*** Opening Dataset records ***

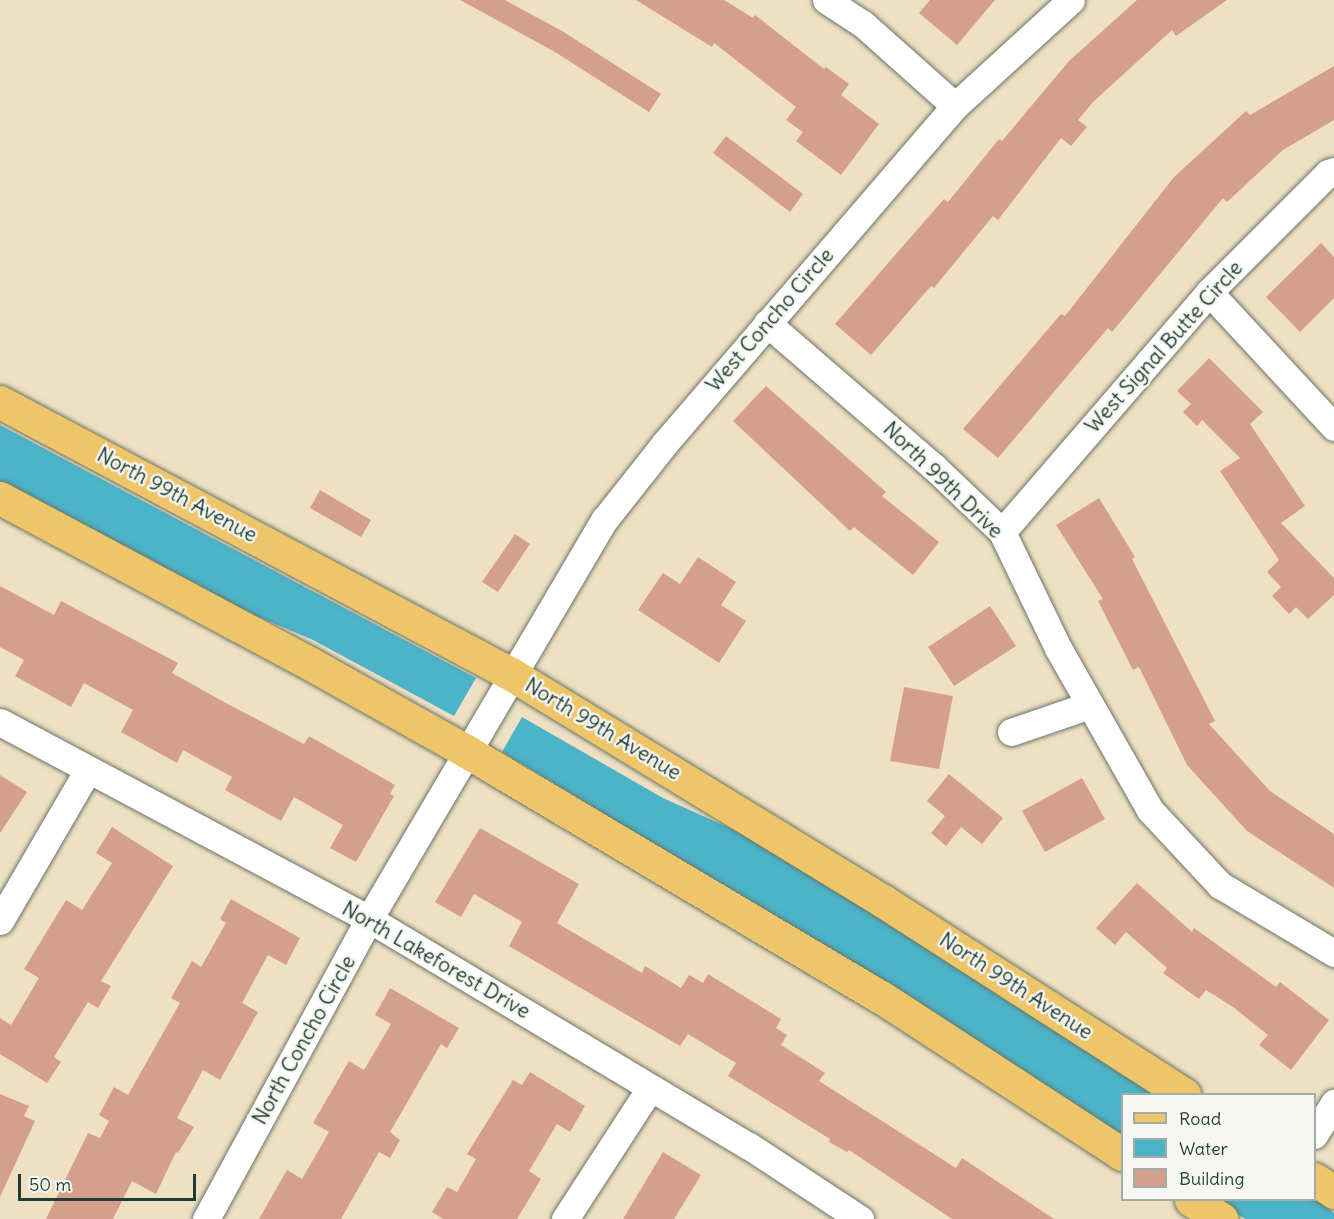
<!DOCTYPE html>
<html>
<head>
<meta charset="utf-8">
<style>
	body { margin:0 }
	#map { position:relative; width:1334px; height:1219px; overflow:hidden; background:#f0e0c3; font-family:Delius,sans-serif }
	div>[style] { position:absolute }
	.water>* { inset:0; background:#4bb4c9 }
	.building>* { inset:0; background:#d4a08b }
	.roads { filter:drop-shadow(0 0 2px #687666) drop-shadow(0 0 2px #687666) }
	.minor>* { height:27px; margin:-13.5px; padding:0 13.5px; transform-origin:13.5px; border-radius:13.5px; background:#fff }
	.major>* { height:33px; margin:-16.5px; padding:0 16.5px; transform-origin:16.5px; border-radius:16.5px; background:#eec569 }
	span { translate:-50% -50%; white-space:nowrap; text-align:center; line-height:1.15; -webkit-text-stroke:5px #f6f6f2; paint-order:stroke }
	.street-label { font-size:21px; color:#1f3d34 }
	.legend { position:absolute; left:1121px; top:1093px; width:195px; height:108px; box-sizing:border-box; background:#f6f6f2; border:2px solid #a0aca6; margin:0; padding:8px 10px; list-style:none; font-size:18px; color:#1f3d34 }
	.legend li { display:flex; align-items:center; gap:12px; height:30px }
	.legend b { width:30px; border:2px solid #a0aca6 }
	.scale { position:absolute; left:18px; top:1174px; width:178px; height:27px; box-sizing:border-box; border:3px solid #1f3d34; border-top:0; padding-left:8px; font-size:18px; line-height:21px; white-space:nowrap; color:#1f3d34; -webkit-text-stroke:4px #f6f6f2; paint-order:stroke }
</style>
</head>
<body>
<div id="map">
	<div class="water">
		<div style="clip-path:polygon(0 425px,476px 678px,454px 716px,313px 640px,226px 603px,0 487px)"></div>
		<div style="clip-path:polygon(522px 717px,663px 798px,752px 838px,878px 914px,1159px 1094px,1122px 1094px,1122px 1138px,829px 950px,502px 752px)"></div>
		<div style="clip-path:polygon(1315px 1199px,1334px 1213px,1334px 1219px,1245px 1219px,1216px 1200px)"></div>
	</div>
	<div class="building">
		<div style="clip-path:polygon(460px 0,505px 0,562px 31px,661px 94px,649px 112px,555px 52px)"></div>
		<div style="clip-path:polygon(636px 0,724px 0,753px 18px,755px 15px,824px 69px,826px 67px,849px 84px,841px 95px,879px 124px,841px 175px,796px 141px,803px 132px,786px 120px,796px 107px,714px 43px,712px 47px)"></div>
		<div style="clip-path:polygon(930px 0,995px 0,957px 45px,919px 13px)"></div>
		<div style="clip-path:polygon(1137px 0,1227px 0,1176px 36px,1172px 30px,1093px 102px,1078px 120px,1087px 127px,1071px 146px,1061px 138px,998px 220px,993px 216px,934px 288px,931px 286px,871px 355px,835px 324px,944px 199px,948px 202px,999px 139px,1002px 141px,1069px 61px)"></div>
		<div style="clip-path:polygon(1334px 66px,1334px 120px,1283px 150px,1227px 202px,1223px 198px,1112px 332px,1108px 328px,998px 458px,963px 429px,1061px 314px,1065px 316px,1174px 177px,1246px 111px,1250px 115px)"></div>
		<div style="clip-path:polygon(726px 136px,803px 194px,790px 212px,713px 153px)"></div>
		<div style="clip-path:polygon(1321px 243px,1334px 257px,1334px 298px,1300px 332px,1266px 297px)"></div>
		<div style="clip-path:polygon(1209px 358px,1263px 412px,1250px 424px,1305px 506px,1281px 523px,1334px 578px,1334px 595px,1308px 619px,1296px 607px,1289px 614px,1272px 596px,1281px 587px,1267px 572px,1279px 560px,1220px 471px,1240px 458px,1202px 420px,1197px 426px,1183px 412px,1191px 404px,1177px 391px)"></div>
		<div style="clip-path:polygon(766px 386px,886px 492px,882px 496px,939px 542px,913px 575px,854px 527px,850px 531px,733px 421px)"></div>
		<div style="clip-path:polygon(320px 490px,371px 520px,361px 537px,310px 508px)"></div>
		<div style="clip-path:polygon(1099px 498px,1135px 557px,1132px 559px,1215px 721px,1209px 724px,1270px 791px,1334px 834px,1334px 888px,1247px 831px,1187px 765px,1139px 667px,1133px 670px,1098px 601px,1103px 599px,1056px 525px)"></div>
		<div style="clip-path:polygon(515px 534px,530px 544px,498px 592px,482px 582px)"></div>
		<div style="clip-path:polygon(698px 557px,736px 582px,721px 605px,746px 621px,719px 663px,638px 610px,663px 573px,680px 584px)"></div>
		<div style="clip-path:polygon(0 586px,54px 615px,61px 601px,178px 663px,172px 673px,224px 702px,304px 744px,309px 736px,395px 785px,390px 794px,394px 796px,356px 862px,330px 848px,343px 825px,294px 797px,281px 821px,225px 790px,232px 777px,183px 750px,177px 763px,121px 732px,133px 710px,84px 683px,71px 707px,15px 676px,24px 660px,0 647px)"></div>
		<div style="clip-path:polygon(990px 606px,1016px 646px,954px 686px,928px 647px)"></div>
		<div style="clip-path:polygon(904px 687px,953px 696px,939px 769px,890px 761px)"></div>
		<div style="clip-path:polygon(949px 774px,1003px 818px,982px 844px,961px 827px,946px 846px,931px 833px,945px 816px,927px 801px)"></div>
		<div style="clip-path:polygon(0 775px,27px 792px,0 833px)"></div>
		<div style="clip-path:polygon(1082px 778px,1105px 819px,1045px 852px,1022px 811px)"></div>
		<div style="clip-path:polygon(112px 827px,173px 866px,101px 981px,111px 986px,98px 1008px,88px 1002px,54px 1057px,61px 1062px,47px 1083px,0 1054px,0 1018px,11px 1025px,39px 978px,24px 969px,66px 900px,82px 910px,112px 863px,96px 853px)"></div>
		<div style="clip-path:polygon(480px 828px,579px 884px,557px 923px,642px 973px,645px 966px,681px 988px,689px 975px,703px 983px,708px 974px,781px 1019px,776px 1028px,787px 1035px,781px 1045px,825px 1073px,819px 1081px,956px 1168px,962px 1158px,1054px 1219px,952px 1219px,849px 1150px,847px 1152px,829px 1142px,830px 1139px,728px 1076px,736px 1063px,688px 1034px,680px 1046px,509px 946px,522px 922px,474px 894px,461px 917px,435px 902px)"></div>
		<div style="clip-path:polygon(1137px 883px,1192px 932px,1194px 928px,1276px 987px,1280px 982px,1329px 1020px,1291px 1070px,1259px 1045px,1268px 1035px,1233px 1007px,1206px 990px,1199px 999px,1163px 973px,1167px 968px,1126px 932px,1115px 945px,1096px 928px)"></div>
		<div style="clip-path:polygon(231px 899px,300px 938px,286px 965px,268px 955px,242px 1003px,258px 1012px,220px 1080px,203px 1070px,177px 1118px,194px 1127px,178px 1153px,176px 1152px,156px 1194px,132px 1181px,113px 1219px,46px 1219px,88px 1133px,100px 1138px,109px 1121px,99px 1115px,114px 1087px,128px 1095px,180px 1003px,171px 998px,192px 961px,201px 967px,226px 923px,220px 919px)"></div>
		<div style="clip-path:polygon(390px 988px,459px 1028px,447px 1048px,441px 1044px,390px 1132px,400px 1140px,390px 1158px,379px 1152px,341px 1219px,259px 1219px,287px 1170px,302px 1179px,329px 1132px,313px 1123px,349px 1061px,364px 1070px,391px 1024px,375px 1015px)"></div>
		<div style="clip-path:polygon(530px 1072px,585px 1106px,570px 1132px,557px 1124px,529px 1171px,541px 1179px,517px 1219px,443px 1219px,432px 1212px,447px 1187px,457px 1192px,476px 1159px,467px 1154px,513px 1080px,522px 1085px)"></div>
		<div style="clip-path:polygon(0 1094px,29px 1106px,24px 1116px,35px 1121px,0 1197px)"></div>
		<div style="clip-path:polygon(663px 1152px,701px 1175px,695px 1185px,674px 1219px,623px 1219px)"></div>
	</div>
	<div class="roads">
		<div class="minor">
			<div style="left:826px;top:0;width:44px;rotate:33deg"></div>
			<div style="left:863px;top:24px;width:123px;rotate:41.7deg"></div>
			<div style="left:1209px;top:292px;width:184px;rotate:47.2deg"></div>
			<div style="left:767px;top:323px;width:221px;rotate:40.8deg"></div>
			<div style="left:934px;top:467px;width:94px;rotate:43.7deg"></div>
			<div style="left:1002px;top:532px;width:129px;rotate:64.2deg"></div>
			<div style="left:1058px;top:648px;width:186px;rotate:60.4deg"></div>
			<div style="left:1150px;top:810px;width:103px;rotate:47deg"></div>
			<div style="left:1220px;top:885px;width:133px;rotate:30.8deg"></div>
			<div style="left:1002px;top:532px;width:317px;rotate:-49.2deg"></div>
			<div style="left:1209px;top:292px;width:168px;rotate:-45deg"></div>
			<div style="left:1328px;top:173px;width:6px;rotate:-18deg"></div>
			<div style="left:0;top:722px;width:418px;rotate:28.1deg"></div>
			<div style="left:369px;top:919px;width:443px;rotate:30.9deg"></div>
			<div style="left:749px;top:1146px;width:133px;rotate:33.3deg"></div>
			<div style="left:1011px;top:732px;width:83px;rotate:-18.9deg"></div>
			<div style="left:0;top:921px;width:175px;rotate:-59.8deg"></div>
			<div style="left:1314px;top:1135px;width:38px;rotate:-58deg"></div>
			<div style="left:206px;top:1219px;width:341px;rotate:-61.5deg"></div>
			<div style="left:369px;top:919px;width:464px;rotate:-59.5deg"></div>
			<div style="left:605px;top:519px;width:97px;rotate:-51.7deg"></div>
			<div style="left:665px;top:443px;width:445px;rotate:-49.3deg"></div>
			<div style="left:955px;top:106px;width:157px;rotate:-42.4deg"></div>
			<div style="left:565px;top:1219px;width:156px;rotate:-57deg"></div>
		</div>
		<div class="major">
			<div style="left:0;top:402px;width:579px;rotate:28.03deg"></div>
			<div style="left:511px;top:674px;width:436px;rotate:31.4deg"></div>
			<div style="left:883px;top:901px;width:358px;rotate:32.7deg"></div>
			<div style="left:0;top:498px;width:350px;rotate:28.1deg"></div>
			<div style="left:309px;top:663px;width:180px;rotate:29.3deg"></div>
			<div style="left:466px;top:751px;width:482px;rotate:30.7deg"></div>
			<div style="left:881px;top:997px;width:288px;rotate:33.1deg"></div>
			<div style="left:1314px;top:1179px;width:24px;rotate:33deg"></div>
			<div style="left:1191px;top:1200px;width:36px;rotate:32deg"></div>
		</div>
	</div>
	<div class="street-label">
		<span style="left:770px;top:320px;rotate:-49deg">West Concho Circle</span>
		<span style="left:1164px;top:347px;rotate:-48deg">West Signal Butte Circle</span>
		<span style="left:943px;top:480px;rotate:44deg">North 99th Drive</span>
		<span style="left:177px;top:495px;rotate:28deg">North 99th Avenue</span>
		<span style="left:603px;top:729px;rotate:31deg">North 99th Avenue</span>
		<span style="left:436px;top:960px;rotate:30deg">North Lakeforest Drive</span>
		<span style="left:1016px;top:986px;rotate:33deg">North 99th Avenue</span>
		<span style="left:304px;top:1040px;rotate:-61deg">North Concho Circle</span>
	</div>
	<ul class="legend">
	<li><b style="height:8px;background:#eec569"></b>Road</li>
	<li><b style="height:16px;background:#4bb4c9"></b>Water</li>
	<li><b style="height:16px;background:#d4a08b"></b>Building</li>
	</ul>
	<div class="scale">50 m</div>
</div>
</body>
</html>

*** Closing Dataset records ***
*** Opening Dataset records ***

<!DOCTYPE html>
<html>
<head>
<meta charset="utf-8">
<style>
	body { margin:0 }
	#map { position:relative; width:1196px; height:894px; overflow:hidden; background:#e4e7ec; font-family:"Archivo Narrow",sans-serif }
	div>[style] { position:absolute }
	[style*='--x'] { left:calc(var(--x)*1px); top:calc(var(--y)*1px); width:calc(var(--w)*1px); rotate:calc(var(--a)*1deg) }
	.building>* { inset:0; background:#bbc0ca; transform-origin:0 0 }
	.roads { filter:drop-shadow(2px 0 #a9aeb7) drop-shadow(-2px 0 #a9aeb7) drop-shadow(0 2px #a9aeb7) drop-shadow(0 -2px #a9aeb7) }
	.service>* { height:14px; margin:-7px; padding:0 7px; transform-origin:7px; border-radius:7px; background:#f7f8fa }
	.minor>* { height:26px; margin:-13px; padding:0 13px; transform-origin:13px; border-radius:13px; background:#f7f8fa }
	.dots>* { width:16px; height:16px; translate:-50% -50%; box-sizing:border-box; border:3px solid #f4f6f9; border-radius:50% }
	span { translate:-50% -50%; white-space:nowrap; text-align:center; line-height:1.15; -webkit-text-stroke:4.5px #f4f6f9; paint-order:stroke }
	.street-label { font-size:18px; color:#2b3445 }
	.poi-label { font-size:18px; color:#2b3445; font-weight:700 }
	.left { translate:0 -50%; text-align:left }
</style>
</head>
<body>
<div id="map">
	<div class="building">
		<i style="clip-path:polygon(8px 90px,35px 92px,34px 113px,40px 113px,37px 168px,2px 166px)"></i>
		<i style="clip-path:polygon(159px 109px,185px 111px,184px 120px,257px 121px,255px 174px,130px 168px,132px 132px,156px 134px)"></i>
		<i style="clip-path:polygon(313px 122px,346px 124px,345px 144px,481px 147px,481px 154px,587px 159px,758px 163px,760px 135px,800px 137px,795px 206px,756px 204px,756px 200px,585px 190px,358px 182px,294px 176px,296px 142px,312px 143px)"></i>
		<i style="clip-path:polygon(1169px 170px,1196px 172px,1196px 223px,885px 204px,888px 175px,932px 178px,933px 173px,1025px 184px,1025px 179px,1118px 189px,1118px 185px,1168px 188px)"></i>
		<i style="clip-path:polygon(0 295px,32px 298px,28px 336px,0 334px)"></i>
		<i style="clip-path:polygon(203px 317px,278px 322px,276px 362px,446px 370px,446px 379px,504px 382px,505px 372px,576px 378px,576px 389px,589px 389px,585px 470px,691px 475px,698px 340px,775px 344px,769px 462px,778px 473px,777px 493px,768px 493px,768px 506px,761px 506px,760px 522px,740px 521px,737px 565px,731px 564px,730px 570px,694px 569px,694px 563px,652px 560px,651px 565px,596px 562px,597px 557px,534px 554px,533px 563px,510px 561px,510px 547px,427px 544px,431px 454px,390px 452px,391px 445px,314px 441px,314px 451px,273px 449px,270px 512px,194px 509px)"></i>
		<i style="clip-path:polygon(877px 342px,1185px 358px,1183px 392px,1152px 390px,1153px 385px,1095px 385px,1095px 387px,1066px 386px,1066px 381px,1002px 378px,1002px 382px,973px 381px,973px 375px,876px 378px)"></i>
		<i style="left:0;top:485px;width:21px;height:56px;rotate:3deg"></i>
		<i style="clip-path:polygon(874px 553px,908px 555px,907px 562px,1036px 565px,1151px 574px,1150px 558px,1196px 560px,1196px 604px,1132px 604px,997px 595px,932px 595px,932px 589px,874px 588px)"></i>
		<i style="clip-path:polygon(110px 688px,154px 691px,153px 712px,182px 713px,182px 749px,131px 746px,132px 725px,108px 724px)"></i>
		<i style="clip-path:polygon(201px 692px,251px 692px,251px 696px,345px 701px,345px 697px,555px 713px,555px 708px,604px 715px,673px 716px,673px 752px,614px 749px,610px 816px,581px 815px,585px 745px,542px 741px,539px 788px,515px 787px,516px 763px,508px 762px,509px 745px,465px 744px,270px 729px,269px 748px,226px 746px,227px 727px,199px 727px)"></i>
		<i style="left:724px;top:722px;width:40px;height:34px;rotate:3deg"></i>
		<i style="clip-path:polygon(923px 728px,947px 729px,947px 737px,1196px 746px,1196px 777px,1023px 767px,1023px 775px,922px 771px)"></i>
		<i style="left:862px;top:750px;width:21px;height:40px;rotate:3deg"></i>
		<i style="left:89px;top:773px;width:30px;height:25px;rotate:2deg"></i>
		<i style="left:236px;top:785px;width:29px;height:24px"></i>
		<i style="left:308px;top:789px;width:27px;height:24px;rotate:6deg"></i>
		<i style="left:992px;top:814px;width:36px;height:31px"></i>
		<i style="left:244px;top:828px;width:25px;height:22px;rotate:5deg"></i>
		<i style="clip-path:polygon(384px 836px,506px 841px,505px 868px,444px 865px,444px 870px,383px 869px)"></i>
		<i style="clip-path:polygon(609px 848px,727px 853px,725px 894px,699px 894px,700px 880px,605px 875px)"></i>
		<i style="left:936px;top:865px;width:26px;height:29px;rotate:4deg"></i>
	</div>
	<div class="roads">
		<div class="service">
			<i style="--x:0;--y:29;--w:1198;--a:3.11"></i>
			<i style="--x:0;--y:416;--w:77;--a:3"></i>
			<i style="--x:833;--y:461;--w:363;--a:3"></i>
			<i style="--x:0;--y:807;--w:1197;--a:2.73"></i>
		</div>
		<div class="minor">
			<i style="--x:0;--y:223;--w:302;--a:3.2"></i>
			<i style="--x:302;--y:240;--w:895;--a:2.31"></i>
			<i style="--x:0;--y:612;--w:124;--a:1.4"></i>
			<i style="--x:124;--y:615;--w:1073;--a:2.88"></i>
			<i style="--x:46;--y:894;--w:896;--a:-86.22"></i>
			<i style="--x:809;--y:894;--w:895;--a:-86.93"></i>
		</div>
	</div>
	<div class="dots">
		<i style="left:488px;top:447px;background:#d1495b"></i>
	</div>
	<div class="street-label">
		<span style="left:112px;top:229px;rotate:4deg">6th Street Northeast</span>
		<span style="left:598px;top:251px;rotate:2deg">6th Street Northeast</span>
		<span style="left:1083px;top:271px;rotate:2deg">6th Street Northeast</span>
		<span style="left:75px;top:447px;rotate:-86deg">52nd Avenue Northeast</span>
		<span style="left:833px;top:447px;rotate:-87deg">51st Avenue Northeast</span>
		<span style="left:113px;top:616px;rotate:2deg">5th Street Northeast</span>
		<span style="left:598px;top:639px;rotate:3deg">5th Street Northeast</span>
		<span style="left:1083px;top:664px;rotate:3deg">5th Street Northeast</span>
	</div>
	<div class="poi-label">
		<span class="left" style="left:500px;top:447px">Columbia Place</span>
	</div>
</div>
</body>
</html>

*** Closing Dataset records ***

> [Task statement]: Look through the entries above. Copy out every line holding the word "relative".

> [Output for this exercise]:
	#map { position:relative; width:1334px; height:1219px; overflow:hidden; background:#f0e0c3; font-family:Delius,sans-serif }
	#map { position:relative; width:1196px; height:894px; overflow:hidden; background:#e4e7ec; font-family:"Archivo Narrow",sans-serif }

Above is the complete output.